Ça fait quelques jours qu'on est enfermés. L'ambassade canadienne lance un appel à tous les ressortissants canadiens de quitter le pays vue la gravité des événements. J'ai peur, mais avant de paniquer je vais aller voir le restaurant de deux Québécois qui se trouve pas trop loin. Le resto bar le St-Pierre. Je vois Remy et lui demande si il faut vraiment quitter le pays ? Il me dit : non, ça va passer. Ce n'était pas sa première expérience. Ça faisait longtemps qu'il vivait au pays. Il me dit : reste à l'intérieur et tout va bien aller.
À chaque soir je m'installe derrière un mur qui donne sur la rue. Et je regarde les gars de l'armée discuter. J'ai une très belle vue et eux ne me voient pas car je me tiens dans le noir. J'étais bien situé en bas d'un endroit au nom de Bois Jalousie.

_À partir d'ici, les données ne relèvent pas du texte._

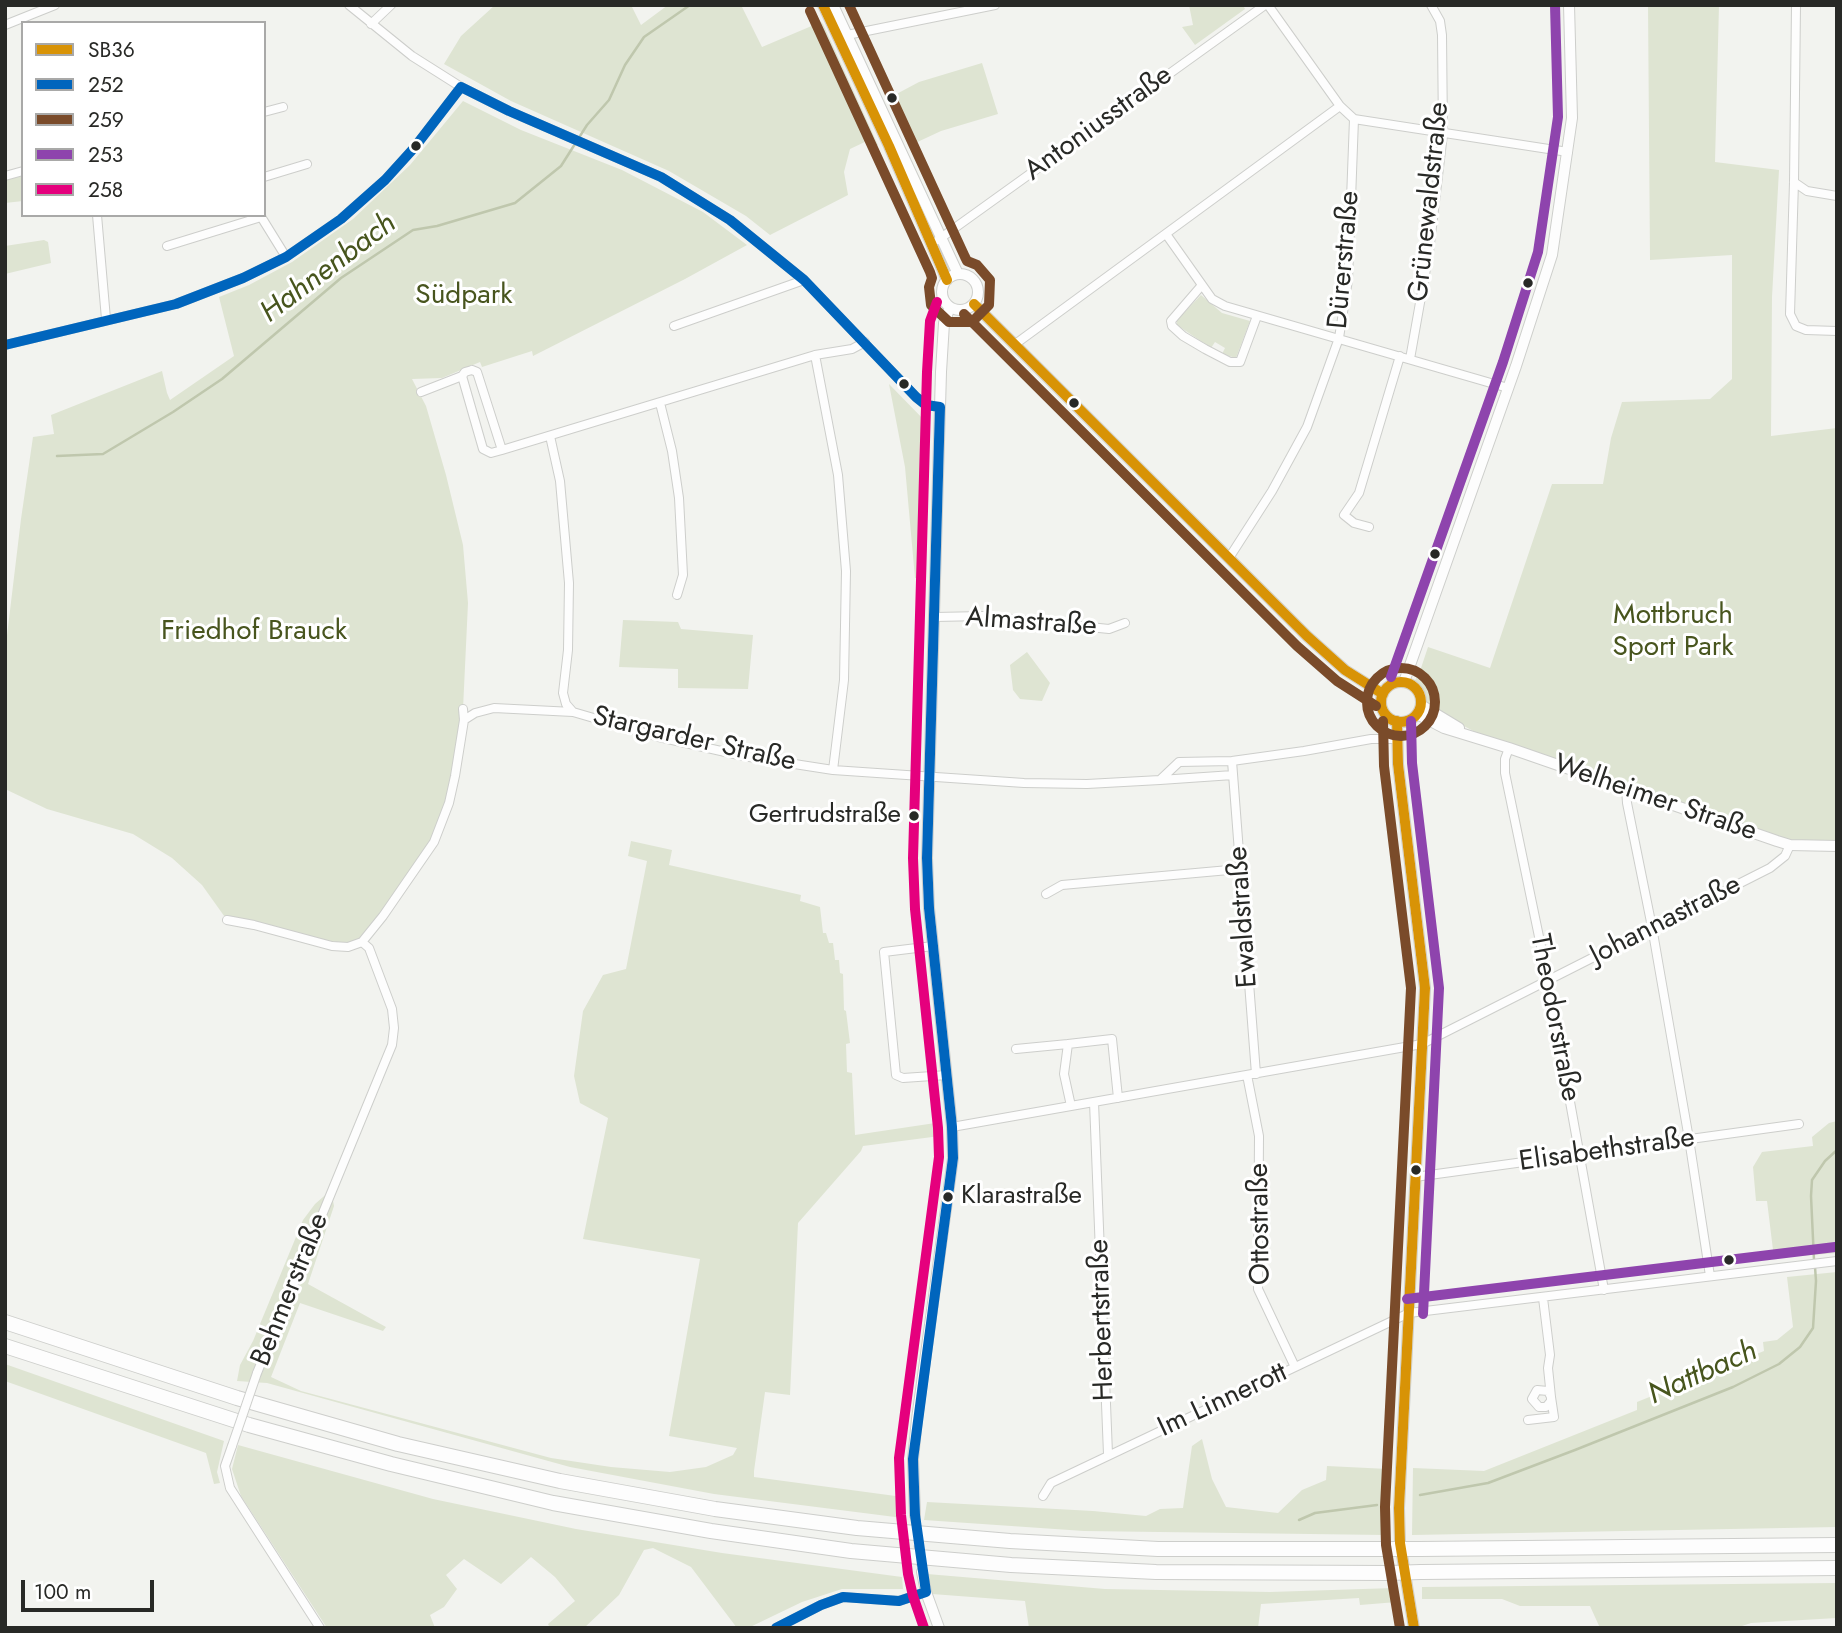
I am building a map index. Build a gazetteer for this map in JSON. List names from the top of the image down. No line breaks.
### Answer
{"streets":{"street":["Antoniusstraße","Grünewaldstraße","Dürerstraße","Almastraße","Stargarder Straße","Welheimer Straße","Ewaldstraße","Johannastraße","Theodorstraße","Elisabethstraße","Ottostraße","Behmerstraße","Herbertstraße","Im Linnerott"]},"crossings":[["Welheimer Straße","Johannastraße"],["Welheimer Straße","Theodorstraße"],["Ewaldstraße","Ottostraße"],["Johannastraße","Theodorstraße"],["Theodorstraße","Elisabethstraße"],["Theodorstraße","Im Linnerott"],["Ottostraße","Im Linnerott"],["Herbertstraße","Im Linnerott"]],"water":["Hahnenbach","Nattbach"],"parks":["Südpark","Mottbruch Sport Park","Friedhof Brauck"],"places":["Gertrudstraße","Klarastraße"],"lines":["transit line SB36","transit line 259","transit line 253","transit line 252","transit line 258"],"legend":["SB36","252","259","253","258"],"scale_bar":"100 m"}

Deux semaines plus tard, le boss me dit « tout est o.k. tu pourras ouvrir le restaurant demain comme avant ».
Pour être sûr je retourne voir au St-Pierre et leur demande si ils vont rouvrir ? Robert m'a dit « oui tout va redevenir comme avant ».
La journée de la réouverture le resto était plein comme si rien ne s'était passé. Tout ça pour un coup d'État manqué. Ça aurait été quoi si ils avaient réussi ? Mais le pays restait sur les dents parce que les Américains n'avaient pas fini avec Haïti.